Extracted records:
*** Begin section ***

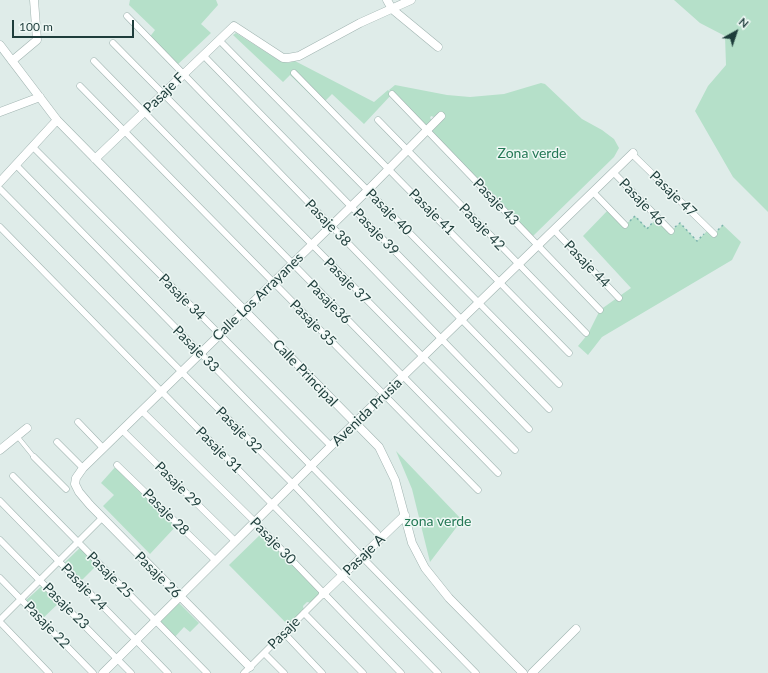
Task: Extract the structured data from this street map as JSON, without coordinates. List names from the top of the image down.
{
  "streets": {
    "street": [
      "Pasaje F",
      "Pasaje 47",
      "Pasaje 43",
      "Pasaje 46",
      "Pasaje 40",
      "Pasaje 41",
      "Pasaje 38",
      "Pasaje 42",
      "Pasaje 39",
      "Pasaje 44",
      "Pasaje 37",
      "Pasaje 34",
      "Calle Los Arrayanes",
      "Pasaje36",
      "Pasaje 35",
      "Pasaje 33",
      "Calle Principal",
      "Avenida Prusia",
      "Pasaje 32",
      "Pasaje 31",
      "Pasaje 29",
      "Pasaje 28",
      "Pasaje 30",
      "Pasaje A",
      "Pasaje 25",
      "Pasaje 26",
      "Pasaje 24",
      "Pasaje 23",
      "Pasaje 22",
      "Pasaje"
    ]
  },
  "crossings": [
    ["Pasaje F", "Pasaje 40"],
    ["Pasaje F", "Pasaje 38"],
    ["Pasaje F", "Pasaje 39"],
    ["Pasaje F", "Pasaje 37"],
    ["Pasaje F", "Pasaje36"],
    ["Pasaje F", "Pasaje 35"],
    ["Pasaje F", "Calle Principal"],
    ["Pasaje 47", "Avenida Prusia"],
    ["Pasaje 43", "Calle Los Arrayanes"],
    ["Pasaje 43", "Avenida Prusia"],
    ["Pasaje 46", "Avenida Prusia"],
    ["Pasaje 40", "Calle Los Arrayanes"],
    ["Pasaje 40", "Avenida Prusia"],
    ["Pasaje 41", "Calle Los Arrayanes"],
    ["Pasaje 41", "Avenida Prusia"],
    ["Pasaje 38", "Calle Los Arrayanes"],
    ["Pasaje 38", "Avenida Prusia"],
    ["Pasaje 42", "Calle Los Arrayanes"],
    ["Pasaje 42", "Avenida Prusia"],
    ["Pasaje 39", "Calle Los Arrayanes"],
    ["Pasaje 39", "Avenida Prusia"],
    ["Pasaje 44", "Avenida Prusia"],
    ["Pasaje 37", "Calle Los Arrayanes"],
    ["Pasaje 37", "Avenida Prusia"],
    ["Pasaje 34", "Calle Los Arrayanes"],
    ["Pasaje 34", "Avenida Prusia"],
    ["Calle Los Arrayanes", "Pasaje36"],
    ["Calle Los Arrayanes", "Pasaje 35"],
    ["Calle Los Arrayanes", "Pasaje 33"],
    ["Calle Los Arrayanes", "Calle Principal"],
    ["Calle Los Arrayanes", "Pasaje 32"],
    ["Calle Los Arrayanes", "Pasaje 31"],
    ["Calle Los Arrayanes", "Pasaje 29"],
    ["Calle Los Arrayanes", "Pasaje 30"],
    ["Calle Los Arrayanes", "Pasaje 26"],
    ["Pasaje36", "Avenida Prusia"],
    ["Pasaje 35", "Avenida Prusia"],
    ["Pasaje 33", "Avenida Prusia"],
    ["Calle Principal", "Avenida Prusia"],
    ["Calle Principal", "Pasaje A"],
    ["Avenida Prusia", "Pasaje 32"],
    ["Avenida Prusia", "Pasaje 31"],
    ["Avenida Prusia", "Pasaje 29"],
    ["Avenida Prusia", "Pasaje 28"],
    ["Avenida Prusia", "Pasaje 30"],
    ["Avenida Prusia", "Pasaje 25"],
    ["Avenida Prusia", "Pasaje 26"],
    ["Avenida Prusia", "Pasaje 24"],
    ["Avenida Prusia", "Pasaje 23"],
    ["Pasaje 32", "Pasaje A"],
    ["Pasaje 31", "Pasaje A"],
    ["Pasaje 30", "Pasaje A"],
    ["Pasaje 30", "Pasaje"],
    ["Pasaje A", "Pasaje"],
    ["Pasaje 26", "Pasaje"]
  ],
  "parks": ["Zona verde", "zona verde"],
  "scale_bar": "100 m",
  "north": "top right"
}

*** End section ***

Work instructions: Repeat all of the entries above word for word and omit the pictures.

Answer for this exercise:
Task: Extract the structured data from this street map as JSON, without coordinates. List names from the top of the image down.
{
  "streets": {
    "street": [
      "Pasaje F",
      "Pasaje 47",
      "Pasaje 43",
      "Pasaje 46",
      "Pasaje 40",
      "Pasaje 41",
      "Pasaje 38",
      "Pasaje 42",
      "Pasaje 39",
      "Pasaje 44",
      "Pasaje 37",
      "Pasaje 34",
      "Calle Los Arrayanes",
      "Pasaje36",
      "Pasaje 35",
      "Pasaje 33",
      "Calle Principal",
      "Avenida Prusia",
      "Pasaje 32",
      "Pasaje 31",
      "Pasaje 29",
      "Pasaje 28",
      "Pasaje 30",
      "Pasaje A",
      "Pasaje 25",
      "Pasaje 26",
      "Pasaje 24",
      "Pasaje 23",
      "Pasaje 22",
      "Pasaje"
    ]
  },
  "crossings": [
    ["Pasaje F", "Pasaje 40"],
    ["Pasaje F", "Pasaje 38"],
    ["Pasaje F", "Pasaje 39"],
    ["Pasaje F", "Pasaje 37"],
    ["Pasaje F", "Pasaje36"],
    ["Pasaje F", "Pasaje 35"],
    ["Pasaje F", "Calle Principal"],
    ["Pasaje 47", "Avenida Prusia"],
    ["Pasaje 43", "Calle Los Arrayanes"],
    ["Pasaje 43", "Avenida Prusia"],
    ["Pasaje 46", "Avenida Prusia"],
    ["Pasaje 40", "Calle Los Arrayanes"],
    ["Pasaje 40", "Avenida Prusia"],
    ["Pasaje 41", "Calle Los Arrayanes"],
    ["Pasaje 41", "Avenida Prusia"],
    ["Pasaje 38", "Calle Los Arrayanes"],
    ["Pasaje 38", "Avenida Prusia"],
    ["Pasaje 42", "Calle Los Arrayanes"],
    ["Pasaje 42", "Avenida Prusia"],
    ["Pasaje 39", "Calle Los Arrayanes"],
    ["Pasaje 39", "Avenida Prusia"],
    ["Pasaje 44", "Avenida Prusia"],
    ["Pasaje 37", "Calle Los Arrayanes"],
    ["Pasaje 37", "Avenida Prusia"],
    ["Pasaje 34", "Calle Los Arrayanes"],
    ["Pasaje 34", "Avenida Prusia"],
    ["Calle Los Arrayanes", "Pasaje36"],
    ["Calle Los Arrayanes", "Pasaje 35"],
    ["Calle Los Arrayanes", "Pasaje 33"],
    ["Calle Los Arrayanes", "Calle Principal"],
    ["Calle Los Arrayanes", "Pasaje 32"],
    ["Calle Los Arrayanes", "Pasaje 31"],
    ["Calle Los Arrayanes", "Pasaje 29"],
    ["Calle Los Arrayanes", "Pasaje 30"],
    ["Calle Los Arrayanes", "Pasaje 26"],
    ["Pasaje36", "Avenida Prusia"],
    ["Pasaje 35", "Avenida Prusia"],
    ["Pasaje 33", "Avenida Prusia"],
    ["Calle Principal", "Avenida Prusia"],
    ["Calle Principal", "Pasaje A"],
    ["Avenida Prusia", "Pasaje 32"],
    ["Avenida Prusia", "Pasaje 31"],
    ["Avenida Prusia", "Pasaje 29"],
    ["Avenida Prusia", "Pasaje 28"],
    ["Avenida Prusia", "Pasaje 30"],
    ["Avenida Prusia", "Pasaje 25"],
    ["Avenida Prusia", "Pasaje 26"],
    ["Avenida Prusia", "Pasaje 24"],
    ["Avenida Prusia", "Pasaje 23"],
    ["Pasaje 32", "Pasaje A"],
    ["Pasaje 31", "Pasaje A"],
    ["Pasaje 30", "Pasaje A"],
    ["Pasaje 30", "Pasaje"],
    ["Pasaje A", "Pasaje"],
    ["Pasaje 26", "Pasaje"]
  ],
  "parks": ["Zona verde", "zona verde"],
  "scale_bar": "100 m",
  "north": "top right"
}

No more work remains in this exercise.